O Festival Internacional de Cinema de Roterdã, um dos principais eventos de cinema da Europa, este ano recebe o cineasta Fernando Segtowick, o primeiro paraense a participar do evento como convidado. Até o dia 30 deste mês ele integra o Rotterdam Lab, que é um laboratório de projetos dentro do festival.

“Esse laboratório é um treinamento para que o participante consiga entender um pouquinho mais de mercado internacional, além de conseguir financiamento, vender seu projeto e ainda criar uma rede de contatos fora de seu país, compreendendo um pouco mais sobre a distribuição de filmes”, explica.

Organizado pelo CineMart, o Rotterdam Lab funciona como um workshop de cinco dias que reúne cerca de 60 produtores de mais de 20 países, para construir e desenvolver uma rede internacional de oportunidades para eles próprios.

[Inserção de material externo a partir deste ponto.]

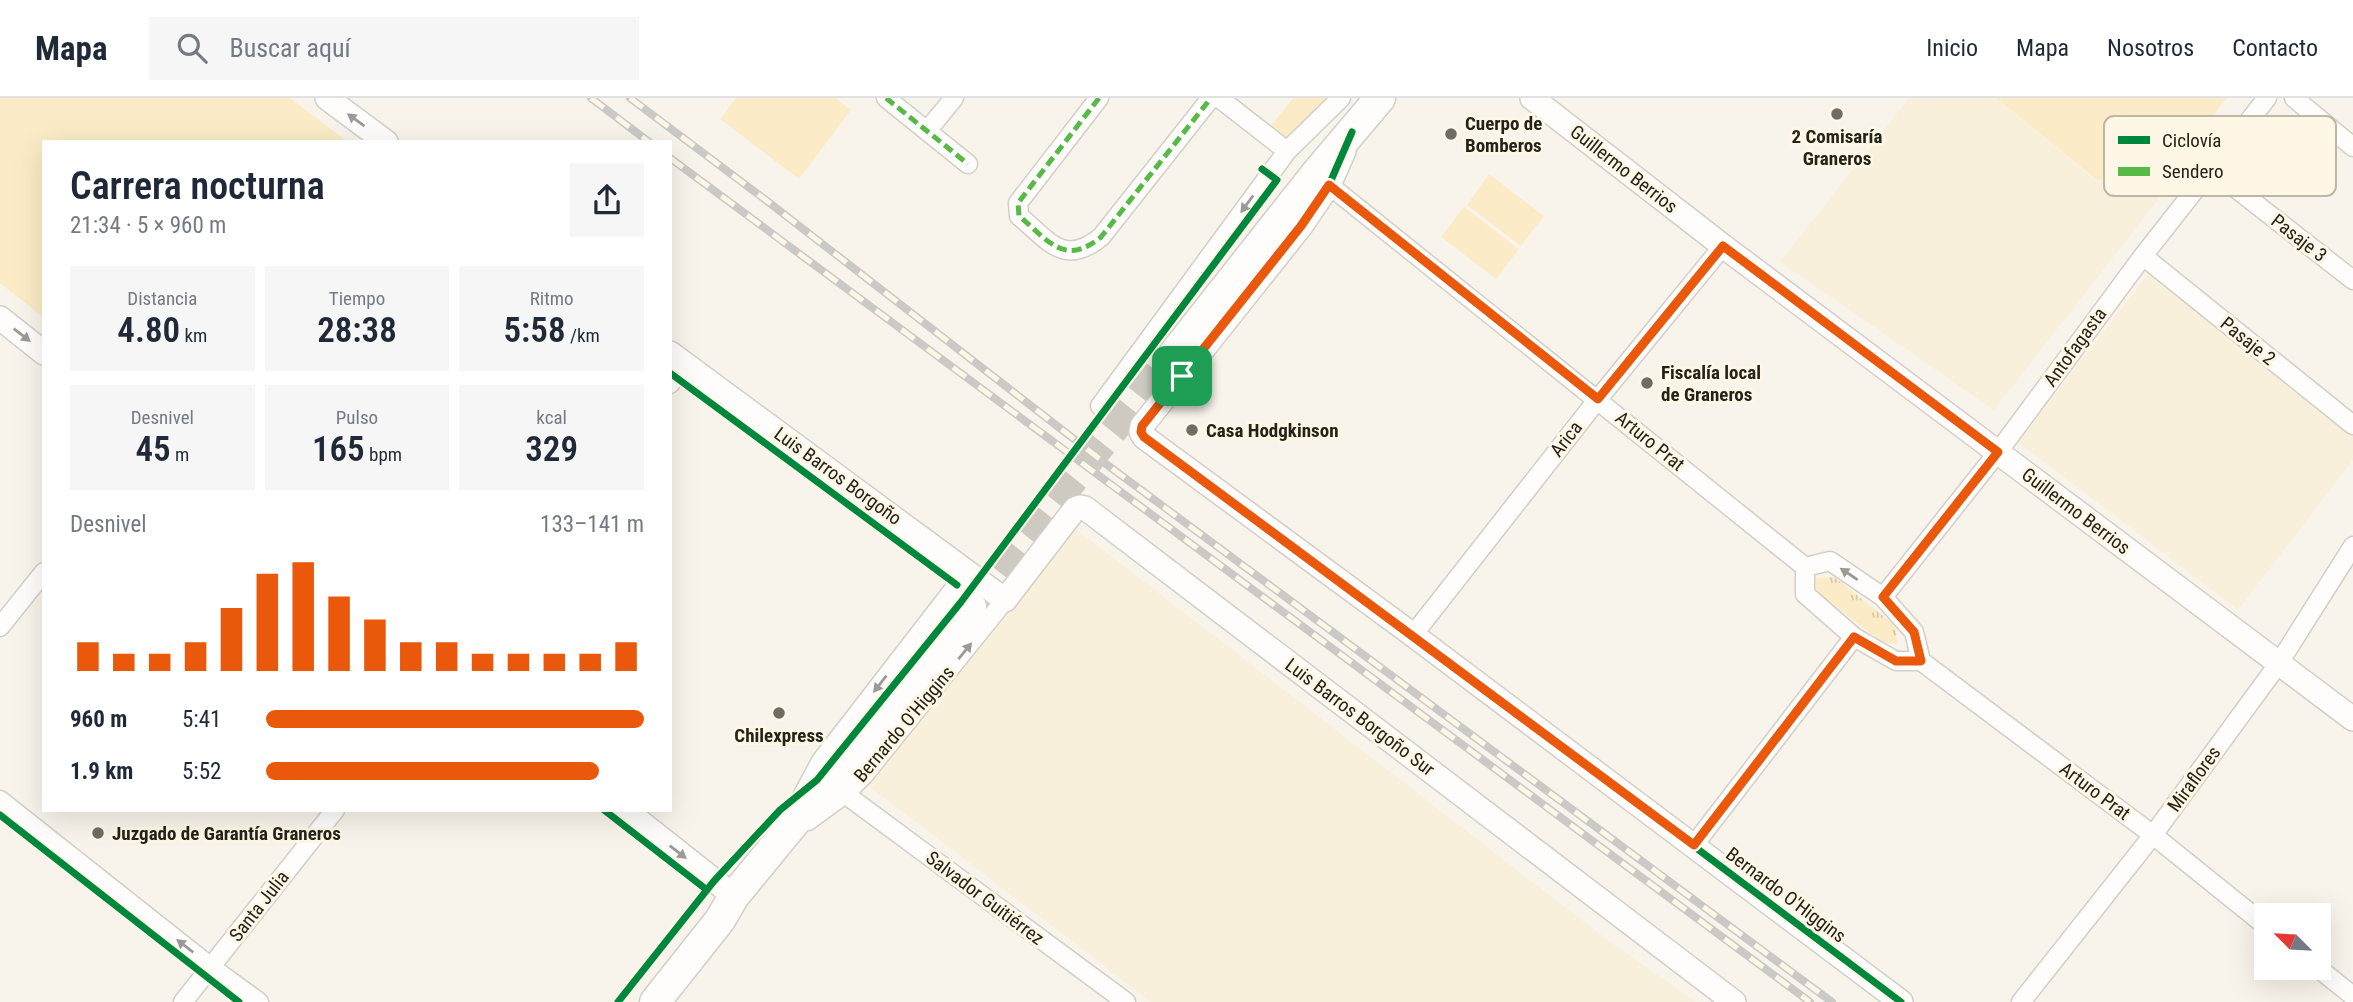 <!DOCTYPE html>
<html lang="es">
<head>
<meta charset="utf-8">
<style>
	body { margin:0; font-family:"Roboto Condensed",sans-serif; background:#f6f6f7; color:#1f2937; height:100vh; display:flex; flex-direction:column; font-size:26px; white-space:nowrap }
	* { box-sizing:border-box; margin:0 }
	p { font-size:23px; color:#747a83 }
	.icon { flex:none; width:38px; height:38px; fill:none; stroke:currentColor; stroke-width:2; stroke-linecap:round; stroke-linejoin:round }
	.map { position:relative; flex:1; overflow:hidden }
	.side { position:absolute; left:42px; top:42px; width:630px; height:672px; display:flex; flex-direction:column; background:#fff; border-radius:0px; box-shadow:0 7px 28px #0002 }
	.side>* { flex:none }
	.needle { width:46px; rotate:294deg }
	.tools { position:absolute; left:2254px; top:805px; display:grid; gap:14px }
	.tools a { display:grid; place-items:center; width:77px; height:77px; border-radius:0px; background:#fff; box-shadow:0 7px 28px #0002; font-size:35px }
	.pin { position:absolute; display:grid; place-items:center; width:60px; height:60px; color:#fff; margin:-30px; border-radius:14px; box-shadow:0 4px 10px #0006 }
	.round { display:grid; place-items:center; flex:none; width:74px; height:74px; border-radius:0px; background:#f6f6f7 }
	.summary { display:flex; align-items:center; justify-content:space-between; height:119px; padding:0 28px }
	h1 { font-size:38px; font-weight:600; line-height:52px }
	.metrics { display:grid; grid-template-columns:repeat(3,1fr); gap:10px; height:119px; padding:7px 28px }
	.metrics div { display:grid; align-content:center; border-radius:0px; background:#f6f6f7; text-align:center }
	.metrics b { font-size:35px; font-weight:600 }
	.metrics small { font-size:19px; font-weight:400 }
	.metrics p { font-size:19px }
	.chart { height:196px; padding:14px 28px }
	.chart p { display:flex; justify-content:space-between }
	.chart svg { width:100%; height:126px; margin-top:7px; stroke:#ea580c; stroke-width:6 }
	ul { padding:0 28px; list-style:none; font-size:23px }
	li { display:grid; grid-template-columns:112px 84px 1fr; align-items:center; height:52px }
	li i { height:18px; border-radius:9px; background:#ea580c }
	header { display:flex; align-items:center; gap:42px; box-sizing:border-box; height:98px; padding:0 35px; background:#fff; border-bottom:2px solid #e0e1e3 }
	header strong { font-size:33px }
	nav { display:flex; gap:38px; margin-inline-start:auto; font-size:24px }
	.search { width:490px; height:63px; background:#f6f6f7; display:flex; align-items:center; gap:18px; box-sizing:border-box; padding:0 24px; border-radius:0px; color:#747a83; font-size:26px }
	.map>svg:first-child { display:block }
	.built { fill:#f9f0dc }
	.grass { fill:url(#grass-tufts) }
	.green { fill:#fbecc7 }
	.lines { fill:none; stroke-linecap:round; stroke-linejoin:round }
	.primary-tunnel { stroke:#cecac1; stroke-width:30; stroke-dasharray:30 15; stroke-linecap:butt }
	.minor-casing { stroke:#d3cfc7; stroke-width:21 }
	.tertiary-casing { stroke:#d3cfc7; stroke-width:26 }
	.primary-casing { stroke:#d3cfc7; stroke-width:33 }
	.minor { stroke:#fefdfc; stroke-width:18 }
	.tertiary { stroke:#fefdfc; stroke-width:23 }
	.primary { stroke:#fefdfc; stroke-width:30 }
	.rail-casing { stroke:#cac9c6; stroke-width:8 }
	.rail { stroke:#fef7e5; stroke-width:5; stroke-dasharray:16; stroke-linecap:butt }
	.quiet { stroke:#58b947; stroke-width:5; stroke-dasharray:10 5; stroke-linecap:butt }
	.cycleway-casing { stroke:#fef7e5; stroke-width:11 }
	.cycleway { stroke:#00873e; stroke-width:7 }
	.oneway { fill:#9c9a96 }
	.route-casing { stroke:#fff; stroke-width:14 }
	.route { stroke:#ea580c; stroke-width:9 }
	.poi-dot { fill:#6f6c63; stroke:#fef7e5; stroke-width:2.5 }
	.labels { text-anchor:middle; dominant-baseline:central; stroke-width:6; stroke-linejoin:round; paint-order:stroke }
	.poi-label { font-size:19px; font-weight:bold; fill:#25221a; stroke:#fef7e5; text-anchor:start }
	.street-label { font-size:19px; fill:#25221a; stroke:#fef7e5 }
	.key { fill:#fef7e5; stroke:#bdb7a8; stroke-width:2 }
	.key-label { font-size:19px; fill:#25221a }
</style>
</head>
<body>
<header>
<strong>Mapa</strong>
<div class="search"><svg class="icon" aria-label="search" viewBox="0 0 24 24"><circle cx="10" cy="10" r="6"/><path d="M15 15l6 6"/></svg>Buscar aquí</div>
<nav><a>Inicio</a><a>Mapa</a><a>Nosotros</a><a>Contacto</a></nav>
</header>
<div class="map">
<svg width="2353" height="904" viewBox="0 0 2353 904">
	<defs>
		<pattern id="grass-tufts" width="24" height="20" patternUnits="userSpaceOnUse" patternTransform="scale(1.75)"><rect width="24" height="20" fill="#fbecc7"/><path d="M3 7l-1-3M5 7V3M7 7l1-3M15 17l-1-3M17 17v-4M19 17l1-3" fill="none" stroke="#d7caaa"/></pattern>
	</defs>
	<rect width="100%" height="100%" fill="#f8f4eb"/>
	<path class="built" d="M1909,0H1996L2096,82L2152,75L2164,94L1994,312L1780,164Z
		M2148,176L2353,338V362L2238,512L2018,344Z
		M1063,431H1076L1605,840L1696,904H1151L866,686Z"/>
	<path class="grass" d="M1834,479L1896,528L1897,546L1882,544L1817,494L1815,480Z"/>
	<path class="green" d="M0,0H290L348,44H44V220L0,185Z
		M736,0H835L851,12L799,81L720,21Z
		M1293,0H1333L1289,42L1271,28Z
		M1996,0H2227L2159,85L2152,75L2097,82Z
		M1489,76L1544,118L1521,148L1467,107Z
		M1464,109L1519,151L1496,181L1441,139Z"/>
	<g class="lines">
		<path class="primary-tunnel" d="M971,509L1173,257"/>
		<defs>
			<path id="minor" d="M886,0L968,66
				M1099,0L1018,105L1019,118C1049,143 1064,169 1101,139L1211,0
				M1219,0L1287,53
				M2294,0L2353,49
				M927,33L954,0
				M2211,71L2353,182
				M1329,87L1805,469
				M2143,158L2353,327
				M670,286L686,266
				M1100,308L1287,53L1341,0
				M1805,469V496L1854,539L1896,563H1921L2153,737L2266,828
				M1805,469L1830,463L1883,499L1914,534L1921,563
				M1883,499L1998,354L2143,158L2267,0
				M0,529L44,474
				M1413,537L1598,301L1723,148
				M845,696L1126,904
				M0,702L211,869L259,904
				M800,702L821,663L967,474
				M808,723L845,696L864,677L1005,502
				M1694,747L1854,539
				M2318,870L2353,898
				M183,904L335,712
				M2021,904L2153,737L2279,565L2353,448"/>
			<path id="tertiary" d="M327,0L386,44
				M1532,0L1723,148L2353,621
				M1344,53L1329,87L1301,128L1142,328L1141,334L1144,339L1413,537L1901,904
				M0,220L44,255
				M670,255L1005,502L1075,411L1080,409L1085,410L1734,904
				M625,712L734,798"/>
			<path id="primary" d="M1173,257L1315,77L1380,0
				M655,904L720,822L734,798L971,509"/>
		</defs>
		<use href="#minor" class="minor-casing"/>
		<use href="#tertiary" class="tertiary-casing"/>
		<use href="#primary" class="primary-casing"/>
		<use href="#minor" class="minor"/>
		<use href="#tertiary" class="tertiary"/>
		<use href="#primary" class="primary"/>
		<defs>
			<path id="rail" d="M591,0L649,44
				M630,0L767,103L1110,369L1832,904
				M670,60L1810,904"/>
		</defs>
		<use href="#rail" class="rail-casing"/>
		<use href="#rail" class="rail"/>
		<path class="quiet" d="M886,0L968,66
			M1099,0L1018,105L1019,118C1049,143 1064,169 1101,139L1211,0"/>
		<defs>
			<path id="cycleway" d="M1352,34L1329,87L1301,128L1142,328L1141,334L1144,339L1413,537L1901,904
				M670,275L957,487
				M604,712L707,792
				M0,717L239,904
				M618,904L714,783L780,712L817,682L961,504L1277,82L1262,71"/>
		</defs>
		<use href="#cycleway" class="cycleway-casing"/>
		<use href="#cycleway" class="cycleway"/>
	</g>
	<defs><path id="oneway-solid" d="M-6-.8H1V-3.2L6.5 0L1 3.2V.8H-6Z" transform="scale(1.75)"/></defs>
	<g class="oneway">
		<use href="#oneway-solid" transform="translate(356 22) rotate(-144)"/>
		<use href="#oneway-solid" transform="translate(1247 106) rotate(126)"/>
		<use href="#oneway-solid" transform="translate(22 237) rotate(38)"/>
		<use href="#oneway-solid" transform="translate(1849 476) rotate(-146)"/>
		<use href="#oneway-solid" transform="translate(965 553) rotate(-51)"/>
		<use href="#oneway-solid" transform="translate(880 586) rotate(128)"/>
		<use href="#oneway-solid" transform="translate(678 754) rotate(38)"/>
		<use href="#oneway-solid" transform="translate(185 848) rotate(-142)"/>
	</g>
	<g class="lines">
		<defs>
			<path id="route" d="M1329,87L1598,301L1723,148L1998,354L1883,499L1914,534L1921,563H1896L1854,539L1694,747L1144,339L1141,334L1142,328L1301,128Z"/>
		</defs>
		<use href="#route" class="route-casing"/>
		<use href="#route" class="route"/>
	</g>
	<g class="poi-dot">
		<circle cx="1837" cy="16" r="7"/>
		<circle cx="1451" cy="36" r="7"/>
		<circle cx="1647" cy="285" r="7"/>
		<circle cx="1192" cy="332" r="7"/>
		<circle cx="779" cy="615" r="7"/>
		<circle cx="98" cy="735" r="7"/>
	</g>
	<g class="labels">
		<g class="poi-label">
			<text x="1465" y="25">Cuerpo de<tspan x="1465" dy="22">Bomberos</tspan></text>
			<text x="1837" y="38" text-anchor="middle">2 Comisaría<tspan x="1837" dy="22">Graneros</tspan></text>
			<text x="1661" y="274">Fiscalía local<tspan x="1661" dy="22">de Graneros</tspan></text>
			<text x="1206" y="332">Casa Hodgkinson</text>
			<text x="779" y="637" text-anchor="middle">Chilexpress</text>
			<text x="112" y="735">Juzgado de Garantía Graneros</text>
		</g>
		<g class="street-label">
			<text transform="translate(1624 71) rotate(38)">Guillermo Berrios</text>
			<text transform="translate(2299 140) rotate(38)">Pasaje 3</text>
			<text transform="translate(2248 243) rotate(39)">Pasaje 2</text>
			<text transform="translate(2075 249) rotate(-54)">Antofagasta</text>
			<text transform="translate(1566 341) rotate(-52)">Arica</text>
			<text transform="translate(1650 343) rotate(39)">Arturo Prat</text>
			<text transform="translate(838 378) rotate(36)">Luis Barros Borgoño</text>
			<text transform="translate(2076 413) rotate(37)">Guillermo Berrios</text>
			<text transform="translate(1360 619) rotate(37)">Luis Barros Borgoño Sur</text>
			<text transform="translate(904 626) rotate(-50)">Bernardo O'Higgins</text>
			<text transform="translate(2194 681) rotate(-54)">Miraflores</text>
			<text transform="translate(2095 693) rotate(37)">Arturo Prat</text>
			<text transform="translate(1786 797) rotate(37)">Bernardo O'Higgins</text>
			<text transform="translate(985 800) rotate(37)">Salvador Guitiérrez</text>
			<text transform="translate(259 808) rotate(-52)">Santa Julia</text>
		</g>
	</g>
	<rect x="2104" y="18" width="232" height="80" rx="10" class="key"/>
	<rect x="2118" y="38" width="32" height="8" fill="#00873e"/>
	<rect x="2118" y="69" width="32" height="9" fill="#58b947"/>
	<g class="key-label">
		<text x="2162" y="49">Ciclovía</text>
		<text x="2162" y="80">Sendero</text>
	</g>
</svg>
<div class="tools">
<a><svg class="needle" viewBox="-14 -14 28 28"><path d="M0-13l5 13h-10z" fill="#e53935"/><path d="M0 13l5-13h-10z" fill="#747a83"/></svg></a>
</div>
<div class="pin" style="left:1182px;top:278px;background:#1e9e55"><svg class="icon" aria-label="arrive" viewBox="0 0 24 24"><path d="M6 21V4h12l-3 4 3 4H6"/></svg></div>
<section class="side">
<div class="summary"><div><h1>Carrera nocturna</h1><p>21:34 · 5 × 960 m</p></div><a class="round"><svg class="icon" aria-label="share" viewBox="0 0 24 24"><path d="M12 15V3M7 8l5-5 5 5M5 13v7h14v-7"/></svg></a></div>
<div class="metrics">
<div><p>Distancia</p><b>4.80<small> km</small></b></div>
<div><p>Tiempo</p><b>28:38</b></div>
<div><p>Ritmo</p><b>5:58<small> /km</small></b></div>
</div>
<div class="metrics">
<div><p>Desnivel</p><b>45<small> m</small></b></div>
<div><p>Pulso</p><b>165<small> bpm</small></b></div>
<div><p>kcal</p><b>329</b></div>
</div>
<div class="chart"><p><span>Desnivel</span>133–141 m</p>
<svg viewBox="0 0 160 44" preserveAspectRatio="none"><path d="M5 44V34M15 44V38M25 44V38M35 44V34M45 44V22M55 44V10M65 44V6M75 44V18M85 44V26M95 44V34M105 44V34M115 44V38M125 44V38M135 44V38M145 44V38M155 44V34"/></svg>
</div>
<ul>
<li><b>960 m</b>5:41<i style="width:100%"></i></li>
<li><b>1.9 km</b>5:52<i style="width:88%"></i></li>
</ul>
</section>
</div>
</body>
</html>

Segtowick foi indicado após apresentar um projeto durante o espaço de pitchings abertos, para defesa oral de projetos, do Ambiente de Mercado do “51º Festival de Brasília do Cinema Brasileiro”, na edição do ano passado. Um dos prêmios era exatamente o ingresso para o Rotterdam Lab, que foi parar nas mãos do paraense.

“É uma oportunidade única participar de um evento desses, porque você é indicado para participar, não existe uma seleção. Eu apresentei um projeto, que se chama ‘Passagem Esperança’, meu primeiro longa-metragem de ficção, que conta a história de três mulheres que tiveram os filhos assassinados na violência em Belém, baseado em uma reportagem do jornalista paraense Ismael Machado”, conta.

O argumento foi desenvolvido por meio de um projeto da Agência Nacional de Cinema (Ancine), que permitiu que Segtowick escrevesse o roteiro. “Temos a primeira versão do roteiro, temos o orçamento e estamos atrás do financiamento para rodar o filme”, diz o cineasta.

Enquanto vive exatamente esta etapa de ver “Passagem Esperança” começar a tomar forma, participar deste evento proporciona uma emoção única, diz Fernando. “É a primeira vez que estou participando de um festival internacional de cinema como convidado e trazendo um projeto é muito legal. Apesar de eu estar há muitos anos trabalhando com audiovisual do Pará, participar de um movimento internacional, ter essa chancela de ser convidado e integrar um laboratório é muito legal. Todo mundo está muito animado para ver, a partir deste treinamento, como que a gente continuará no movimento para que esse filme aconteça”, ressalta.